One other pivotal change: RE&WIM is conducting a series of consultations across the country to give people in leadership among its constituents necessary training and knowledge around equity and justice in an effort to further the work of creating vital congregations.

In addition to these shifts, which are already underway, Leonard aims to strengthen connections with leadership development and create new ways of engaging marginalized populations.

Also, Leonard points out that 46% of the PC(USA)’s new worshiping communities are run by immigrants. Given this, they are working with the Rev. Nikki Collins, the Rev. Dr. Ray Jones III, and the Rev. Carlton Johnson to build up the relationship between RE&WIM and 1001 New Worshiping Communities.
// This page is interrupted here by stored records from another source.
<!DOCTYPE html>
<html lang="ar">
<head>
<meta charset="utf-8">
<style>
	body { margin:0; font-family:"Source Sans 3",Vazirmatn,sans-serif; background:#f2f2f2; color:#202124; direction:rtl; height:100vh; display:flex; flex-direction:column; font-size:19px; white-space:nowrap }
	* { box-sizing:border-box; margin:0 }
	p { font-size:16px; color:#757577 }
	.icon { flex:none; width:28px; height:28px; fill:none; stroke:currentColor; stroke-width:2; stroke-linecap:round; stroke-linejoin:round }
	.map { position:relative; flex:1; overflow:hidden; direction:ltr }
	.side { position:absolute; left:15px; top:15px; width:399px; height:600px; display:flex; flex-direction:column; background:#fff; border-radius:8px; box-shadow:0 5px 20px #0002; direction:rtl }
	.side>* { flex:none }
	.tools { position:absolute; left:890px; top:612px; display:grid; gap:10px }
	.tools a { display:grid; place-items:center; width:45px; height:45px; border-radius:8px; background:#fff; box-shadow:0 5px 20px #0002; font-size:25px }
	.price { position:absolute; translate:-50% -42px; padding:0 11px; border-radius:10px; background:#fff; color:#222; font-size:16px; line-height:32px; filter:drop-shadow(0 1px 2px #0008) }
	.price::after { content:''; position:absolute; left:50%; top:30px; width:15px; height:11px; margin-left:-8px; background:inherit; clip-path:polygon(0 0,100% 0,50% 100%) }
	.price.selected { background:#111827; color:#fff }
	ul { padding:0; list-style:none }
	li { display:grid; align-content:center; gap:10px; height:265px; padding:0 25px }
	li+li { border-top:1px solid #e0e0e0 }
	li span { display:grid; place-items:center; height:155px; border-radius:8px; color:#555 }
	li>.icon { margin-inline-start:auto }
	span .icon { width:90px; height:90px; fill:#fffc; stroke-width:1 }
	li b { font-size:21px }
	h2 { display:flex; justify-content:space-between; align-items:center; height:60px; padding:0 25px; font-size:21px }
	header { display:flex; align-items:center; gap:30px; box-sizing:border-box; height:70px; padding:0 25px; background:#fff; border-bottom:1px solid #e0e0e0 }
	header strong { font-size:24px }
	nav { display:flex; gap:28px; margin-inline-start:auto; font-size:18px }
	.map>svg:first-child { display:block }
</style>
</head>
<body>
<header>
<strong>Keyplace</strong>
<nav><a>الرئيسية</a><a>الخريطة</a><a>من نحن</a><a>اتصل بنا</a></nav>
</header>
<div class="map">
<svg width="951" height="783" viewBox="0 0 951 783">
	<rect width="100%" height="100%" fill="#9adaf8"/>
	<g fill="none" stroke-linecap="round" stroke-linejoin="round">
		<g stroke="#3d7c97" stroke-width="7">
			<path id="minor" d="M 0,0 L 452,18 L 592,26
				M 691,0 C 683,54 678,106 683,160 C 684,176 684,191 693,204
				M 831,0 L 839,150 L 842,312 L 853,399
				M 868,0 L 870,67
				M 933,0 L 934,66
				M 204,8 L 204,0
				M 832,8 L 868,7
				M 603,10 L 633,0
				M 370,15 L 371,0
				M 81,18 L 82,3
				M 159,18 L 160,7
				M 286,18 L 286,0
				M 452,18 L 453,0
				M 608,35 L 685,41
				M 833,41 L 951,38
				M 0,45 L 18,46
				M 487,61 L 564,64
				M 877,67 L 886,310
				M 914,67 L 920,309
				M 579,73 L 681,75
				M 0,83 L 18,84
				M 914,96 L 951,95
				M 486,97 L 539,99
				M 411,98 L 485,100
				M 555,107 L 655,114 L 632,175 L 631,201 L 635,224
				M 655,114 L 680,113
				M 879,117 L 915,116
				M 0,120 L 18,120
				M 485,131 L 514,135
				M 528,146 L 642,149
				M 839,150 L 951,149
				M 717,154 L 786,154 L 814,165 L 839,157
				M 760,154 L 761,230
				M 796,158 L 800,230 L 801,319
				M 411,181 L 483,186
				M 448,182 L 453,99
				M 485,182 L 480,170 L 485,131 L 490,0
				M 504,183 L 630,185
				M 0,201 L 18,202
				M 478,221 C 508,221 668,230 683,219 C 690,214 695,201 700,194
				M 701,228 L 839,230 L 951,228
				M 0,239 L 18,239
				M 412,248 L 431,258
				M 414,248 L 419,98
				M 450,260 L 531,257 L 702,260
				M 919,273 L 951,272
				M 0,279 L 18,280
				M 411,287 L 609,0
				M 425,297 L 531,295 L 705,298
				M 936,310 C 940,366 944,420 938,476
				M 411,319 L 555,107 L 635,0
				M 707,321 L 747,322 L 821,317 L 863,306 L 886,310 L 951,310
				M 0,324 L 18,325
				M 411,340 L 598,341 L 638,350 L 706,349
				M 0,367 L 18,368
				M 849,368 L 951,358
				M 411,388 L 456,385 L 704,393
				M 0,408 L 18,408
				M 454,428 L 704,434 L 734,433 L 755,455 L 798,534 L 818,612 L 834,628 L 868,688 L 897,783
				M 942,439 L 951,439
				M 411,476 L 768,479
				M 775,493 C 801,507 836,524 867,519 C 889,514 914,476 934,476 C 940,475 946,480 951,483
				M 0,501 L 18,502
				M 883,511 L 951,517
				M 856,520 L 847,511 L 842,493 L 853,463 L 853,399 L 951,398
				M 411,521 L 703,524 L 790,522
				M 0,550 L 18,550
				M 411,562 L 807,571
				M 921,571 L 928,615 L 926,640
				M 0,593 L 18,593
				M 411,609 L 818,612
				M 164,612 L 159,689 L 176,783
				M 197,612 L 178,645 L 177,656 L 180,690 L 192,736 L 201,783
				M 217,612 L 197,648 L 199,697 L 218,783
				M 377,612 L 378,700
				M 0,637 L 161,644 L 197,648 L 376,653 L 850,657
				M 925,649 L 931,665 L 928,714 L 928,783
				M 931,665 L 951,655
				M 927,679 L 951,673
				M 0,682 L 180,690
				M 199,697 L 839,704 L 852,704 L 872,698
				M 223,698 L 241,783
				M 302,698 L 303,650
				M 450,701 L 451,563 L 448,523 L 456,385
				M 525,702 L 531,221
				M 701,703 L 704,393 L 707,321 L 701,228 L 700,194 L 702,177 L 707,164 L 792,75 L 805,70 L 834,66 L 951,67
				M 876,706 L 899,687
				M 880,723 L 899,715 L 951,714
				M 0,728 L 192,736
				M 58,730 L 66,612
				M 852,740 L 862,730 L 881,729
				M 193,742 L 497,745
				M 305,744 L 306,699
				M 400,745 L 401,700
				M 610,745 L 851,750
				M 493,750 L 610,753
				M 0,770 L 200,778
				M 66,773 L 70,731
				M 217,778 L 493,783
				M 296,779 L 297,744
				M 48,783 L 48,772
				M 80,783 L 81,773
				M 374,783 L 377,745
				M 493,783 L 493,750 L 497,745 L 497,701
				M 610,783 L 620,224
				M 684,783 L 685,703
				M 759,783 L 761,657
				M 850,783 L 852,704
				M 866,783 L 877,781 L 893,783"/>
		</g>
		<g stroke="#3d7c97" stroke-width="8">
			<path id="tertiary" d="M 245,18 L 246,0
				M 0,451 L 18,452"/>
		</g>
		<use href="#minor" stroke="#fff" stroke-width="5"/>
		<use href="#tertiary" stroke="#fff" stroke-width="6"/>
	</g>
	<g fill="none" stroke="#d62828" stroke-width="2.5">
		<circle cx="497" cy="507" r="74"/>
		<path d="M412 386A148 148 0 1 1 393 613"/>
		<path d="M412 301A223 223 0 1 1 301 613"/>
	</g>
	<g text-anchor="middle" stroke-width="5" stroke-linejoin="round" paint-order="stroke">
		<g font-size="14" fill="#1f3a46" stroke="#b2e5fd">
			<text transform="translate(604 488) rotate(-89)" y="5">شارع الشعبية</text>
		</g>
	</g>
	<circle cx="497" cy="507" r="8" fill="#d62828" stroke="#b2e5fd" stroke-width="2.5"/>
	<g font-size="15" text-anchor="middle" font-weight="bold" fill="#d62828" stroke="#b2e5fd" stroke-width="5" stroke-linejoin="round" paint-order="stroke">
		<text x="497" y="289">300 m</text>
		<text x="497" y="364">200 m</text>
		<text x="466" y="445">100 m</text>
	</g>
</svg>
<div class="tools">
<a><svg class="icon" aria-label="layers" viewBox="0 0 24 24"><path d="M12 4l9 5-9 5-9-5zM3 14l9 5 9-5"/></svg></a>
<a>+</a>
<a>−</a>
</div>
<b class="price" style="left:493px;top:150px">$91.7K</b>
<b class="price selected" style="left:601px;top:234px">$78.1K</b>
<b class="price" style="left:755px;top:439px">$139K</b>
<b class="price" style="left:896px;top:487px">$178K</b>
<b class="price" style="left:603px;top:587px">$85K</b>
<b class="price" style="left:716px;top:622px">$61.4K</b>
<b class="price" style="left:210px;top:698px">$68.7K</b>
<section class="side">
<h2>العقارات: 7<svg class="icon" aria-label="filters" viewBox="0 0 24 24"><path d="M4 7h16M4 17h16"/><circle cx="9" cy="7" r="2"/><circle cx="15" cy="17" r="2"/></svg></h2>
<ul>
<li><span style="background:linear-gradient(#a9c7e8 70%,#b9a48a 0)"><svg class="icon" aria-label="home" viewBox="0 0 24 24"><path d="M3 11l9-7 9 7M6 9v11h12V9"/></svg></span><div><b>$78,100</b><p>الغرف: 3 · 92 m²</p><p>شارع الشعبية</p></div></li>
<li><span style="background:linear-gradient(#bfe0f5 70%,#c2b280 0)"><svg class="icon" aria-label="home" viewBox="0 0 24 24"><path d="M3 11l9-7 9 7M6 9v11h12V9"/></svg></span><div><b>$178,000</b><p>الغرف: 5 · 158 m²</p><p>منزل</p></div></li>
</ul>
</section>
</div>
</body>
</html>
RE&WIM will also continue its efforts in LGBTQIA+ and reproductive justice through the Office of Gender, Racial and Intercultural Justice.

One other major change Leonard hopes lies ahead is a new name for RE&WIM. The specifics of such a shift are still in process, but they hope that — like the mission statement — it will better reflect the ministry area’s expanded and intersectional focus.

Leonard says that making so many big shifts has its challenges, but having a good team makes a huge difference.

“I’m grateful for staff that are really dedicated to making sure that we embrace all of the kin-dom of God as the church continues to grow into the future,” Leonard said. “I’m really happy to be leading a diverse staff who are committed to God’s love for ALL.  For some it is a remolding of theological framework, but others have jumped in before I even got here and are already helping to make it a new day.”